Baxter's Chinese Heparin Debacle to Encourage Better Production Management 1 comment
-
Font Size:
-
Print
- TweetThis
Recent deaths in the United States linked to China-sourced heparin may make Chinese pharmaceutical companies implement more sustained efforts to review production management practices, business insiders said at the Pharmaceutical Outsourcing Conference held in Nanjing last week.
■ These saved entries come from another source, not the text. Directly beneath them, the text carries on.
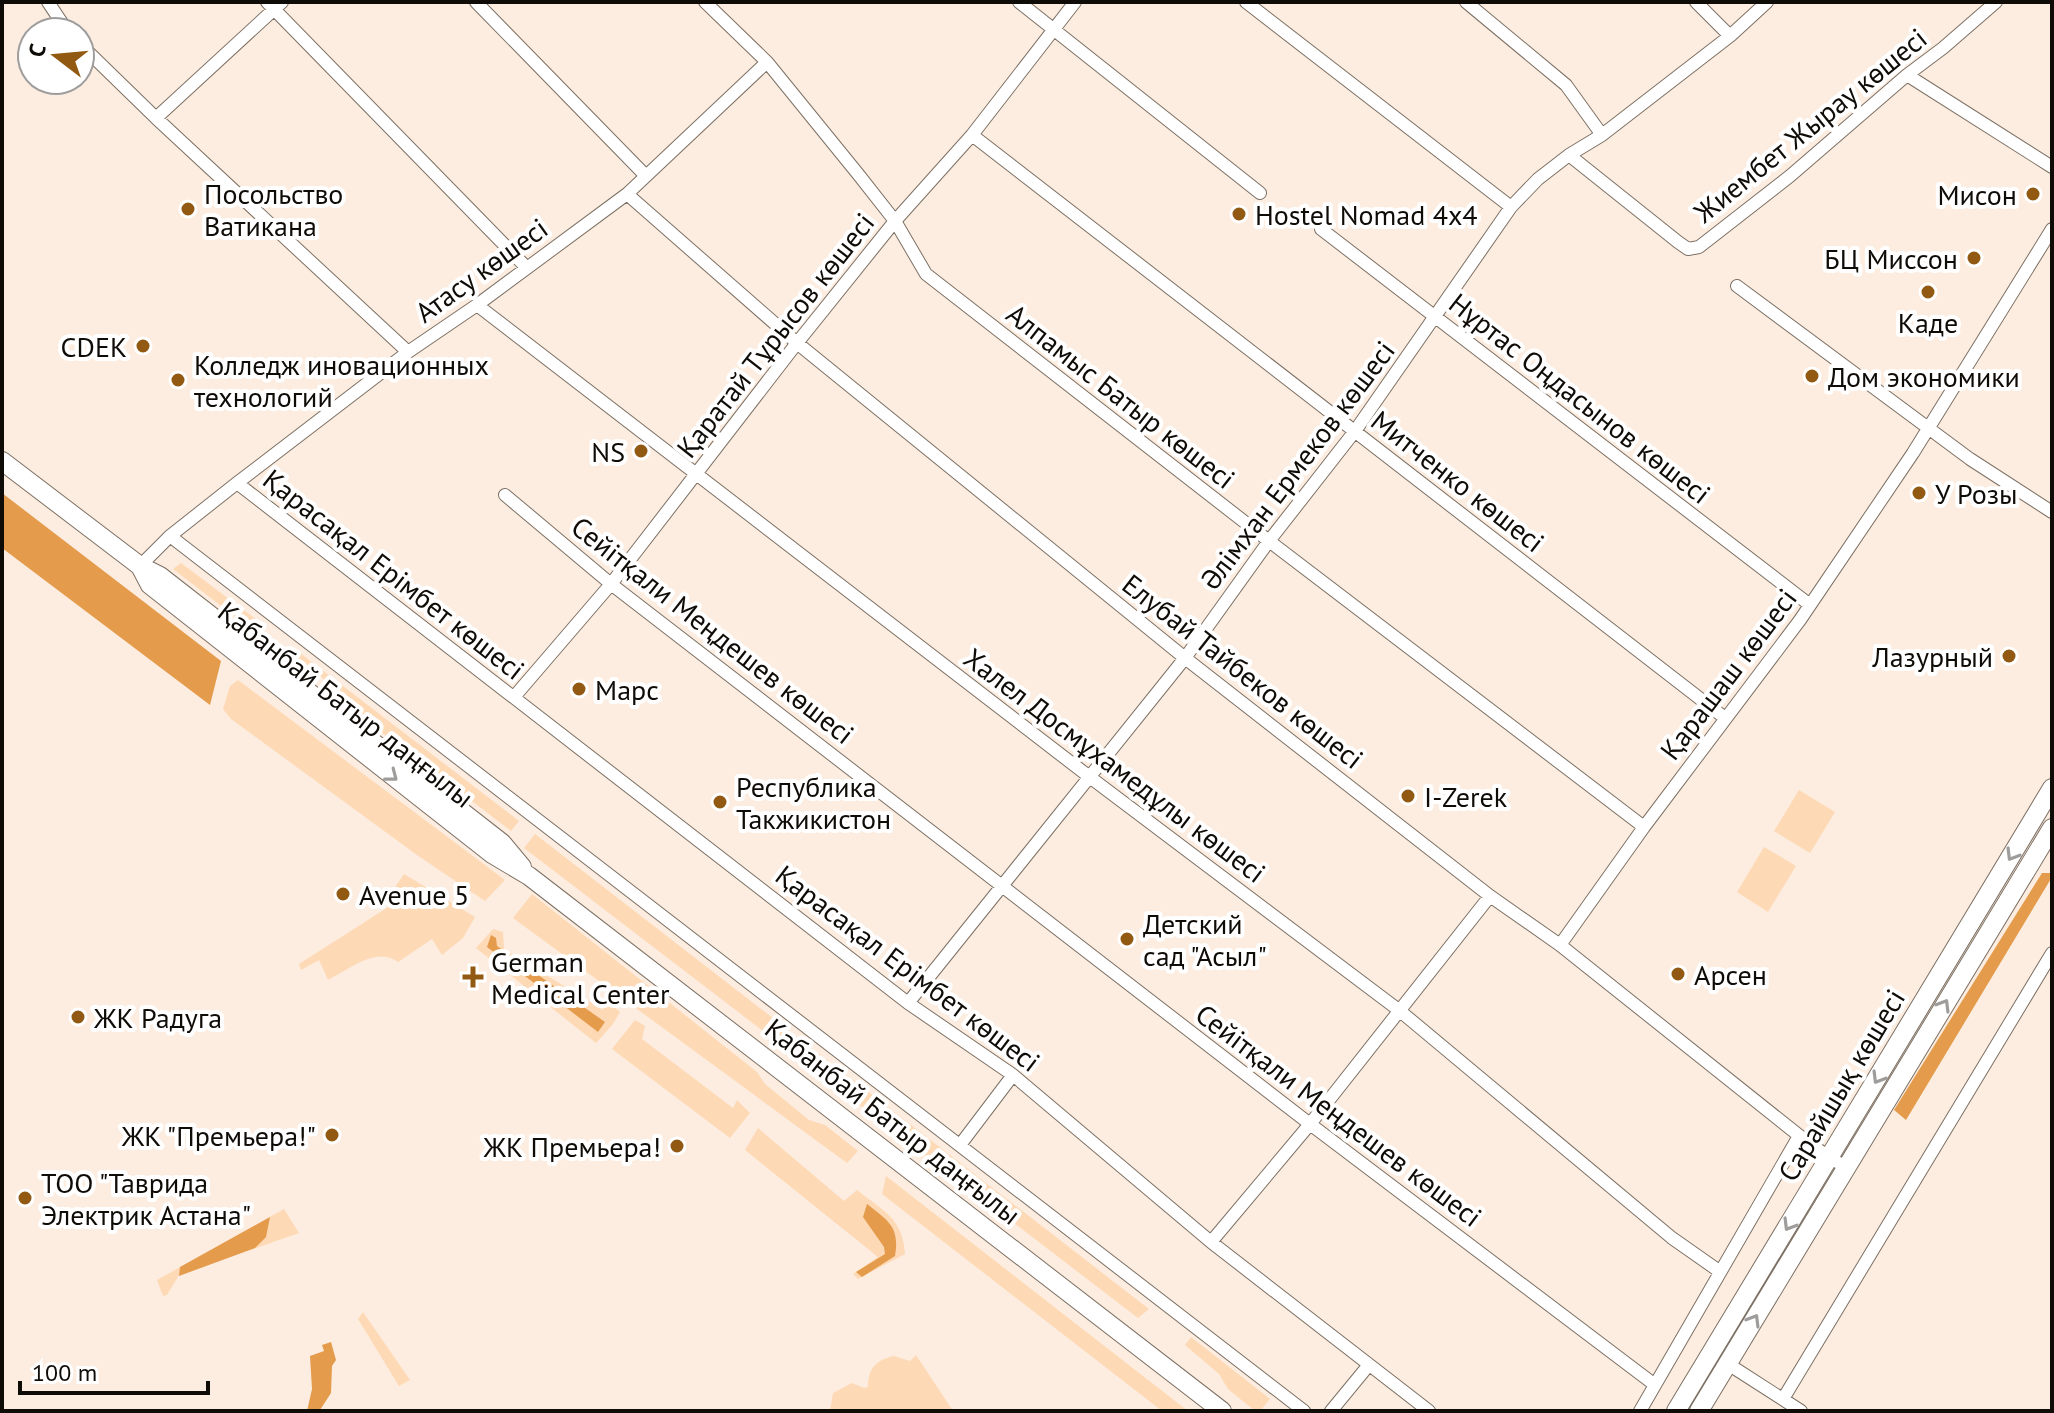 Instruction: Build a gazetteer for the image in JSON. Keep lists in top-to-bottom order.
{
  "streets": {
    "main road": ["Қабанбай Батыр даңғылы", "Сарайшық көшесі"],
    "street": [
      "Жиембет Жырау көшесі",
      "Атасу көшесі",
      "Қаратай Тұрысов көшесі",
      "Алпамыс Батыр көшесі",
      "Нұртас Оңдасынов көшесі",
      "Әлімхан Ермеков көшесі",
      "Митченко көшесі",
      "Қарасақал Ерімбет көшесі",
      "Сейітқали Меңдешев көшесі",
      "Елубай Тайбеков көшесі",
      "Қарашаш көшесі",
      "Халел Досмұхамедұлы көшесі"
    ]
  },
  "crossings": [
    ["Жиембет Жырау көшесі", "Әлімхан Ермеков көшесі"],
    ["Атасу көшесі", "Алпамыс Батыр көшесі"],
    ["Атасу көшесі", "Қарасақал Ерімбет көшесі"],
    ["Атасу көшесі", "Елубай Тайбеков көшесі"],
    ["Атасу көшесі", "Қабанбай Батыр даңғылы"],
    ["Атасу көшесі", "Халел Досмұхамедұлы көшесі"],
    ["Қаратай Тұрысов көшесі", "Алпамыс Батыр көшесі"],
    ["Қаратай Тұрысов көшесі", "Митченко көшесі"],
    ["Қаратай Тұрысов көшесі", "Қарасақал Ерімбет көшесі"],
    ["Қаратай Тұрысов көшесі", "Сейітқали Меңдешев көшесі"],
    ["Қаратай Тұрысов көшесі", "Елубай Тайбеков көшесі"],
    ["Қаратай Тұрысов көшесі", "Халел Досмұхамедұлы көшесі"],
    ["Алпамыс Батыр көшесі", "Әлімхан Ермеков көшесі"],
    ["Алпамыс Батыр көшесі", "Қарашаш көшесі"],
    ["Нұртас Оңдасынов көшесі", "Әлімхан Ермеков көшесі"],
    ["Нұртас Оңдасынов көшесі", "Қарашаш көшесі"],
    ["Әлімхан Ермеков көшесі", "Митченко көшесі"],
    ["Әлімхан Ермеков көшесі", "Қарасақал Ерімбет көшесі"],
    ["Әлімхан Ермеков көшесі", "Сейітқали Меңдешев көшесі"],
    ["Әлімхан Ермеков көшесі", "Елубай Тайбеков көшесі"],
    ["Әлімхан Ермеков көшесі", "Халел Досмұхамедұлы көшесі"],
    ["Митченко көшесі", "Қарашаш көшесі"],
    ["Елубай Тайбеков көшесі", "Қарашаш көшесі"],
    ["Елубай Тайбеков көшесі", "Сарайшық көшесі"]
  ],
  "places": {
    "other": [
      "Мисон",
      "Посольство Ватикана",
      "Hostel Nomad 4x4",
      "БЦ Миссон",
      "Каде",
      "CDEK",
      "Дом экономики",
      "Колледж иновационных технологий",
      "NS",
      "У Розы",
      "Лазурный",
      "Марс",
      "I-Zerek",
      "Республика Такжикистон",
      "Avenue 5",
      "Детский сад \"Асыл\"",
      "Арсен",
      "ЖК Радуга",
      "ЖК \"Премьера!\"",
      "ЖК Премьера!",
      "ТОО \"Таврида Электрик Астана\""
    ],
    "health": ["German Medical Center"]
  },
  "scale_bar": "100 m",
  "north": "left"
}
"In the short term, I think the heparin scandal in the United States will affect the exports of Chinese heparin products, which will cause Chinese pharmaceutical companies to pay more attention to production management issues in the longer term," said Yan Zhiyang, chief engineer at Fujian Fukang Pharmaceutical Co. Ltd., one of China's major antibiotics manufacturers.
Over the past two months, the U.S. Food and Drug Administration and Baxter International Inc. (BAX) have come under the spotlight as Baxter's blood thinning agent heparin was linked to four deaths in the United States. Changzhou SPL, a Chinese company, was the supplier of the active pharmaceutical ingredient, sparking U.S. media accusations as to the quality of Chinese APIs.
Inspection of Changzhou SPL's facilities by China's State Food and Drug Administration in the wake of the discovery revealed chondroitin sulfate mixed in with the heparin.
Chinese exports of heparin sodium APIs last year were worth $26.37 million, of which exports to the United States accounted for 51 percent. The largest exporter was Zhejiang Huilong Foreign Trade Co. Ltd., producing 24.2 percent of the total volume shipped out of the country, while Changzhou SPL accounted for 7.6 percent, said Wu Huifang, president of Heathoo.com, a pharmaceutical information provider.
Chinese companies have received bad press over other drugs as well. Last week, the SFDA announced that it had stripped Shanghai Hualian Pharmaceutical Co. Ltd. of all its drug production approvals after two of its leukemia drugs for intrathecal injection had caused dozens of adverse drug reactions, leaving people partially paralyzed and in pain. The drugs were later shown to have been contaminated with another substance.
Though China's companies are all Good Manufacturing Practice-certified [GMP], they still have problems with management, said Kang Lee, director of the Asia Facility Quality Operations in U.S.-based Perrigo Co. (PRGO).
"The problem lies not in that China's pharmaceutical companies have inadequate production equipment, but that they have weak management over production, such as supervising employees and keeping records," Kang said.
For example, Chinese employees have been known to shut off electricity at night to save costs, which could lead to microorganism growth in supposedly clean environments. Another problem is that they sometimes make adjustments to improve production efficiency, but do not record the adjustments.
"These are violations of GMP," Kang said. "If FDA officials think you cannot reach or maintain GMP standards, companies will not be qualified." Kang added that Chinese companies should do more to assure U.S. FDA officials that China adheres to every aspect of GMP standards, including production management as well as the quality of devices.
As for whether the heparin scandal will affect buyers from foreign countries in the long term, Avi Laor, director of Swiss-based AZAD Fine Chemicals, said it will not deter buyers from looking to China for their APIs. According to him, one cannot write off the whole country's industry just because of an individual case.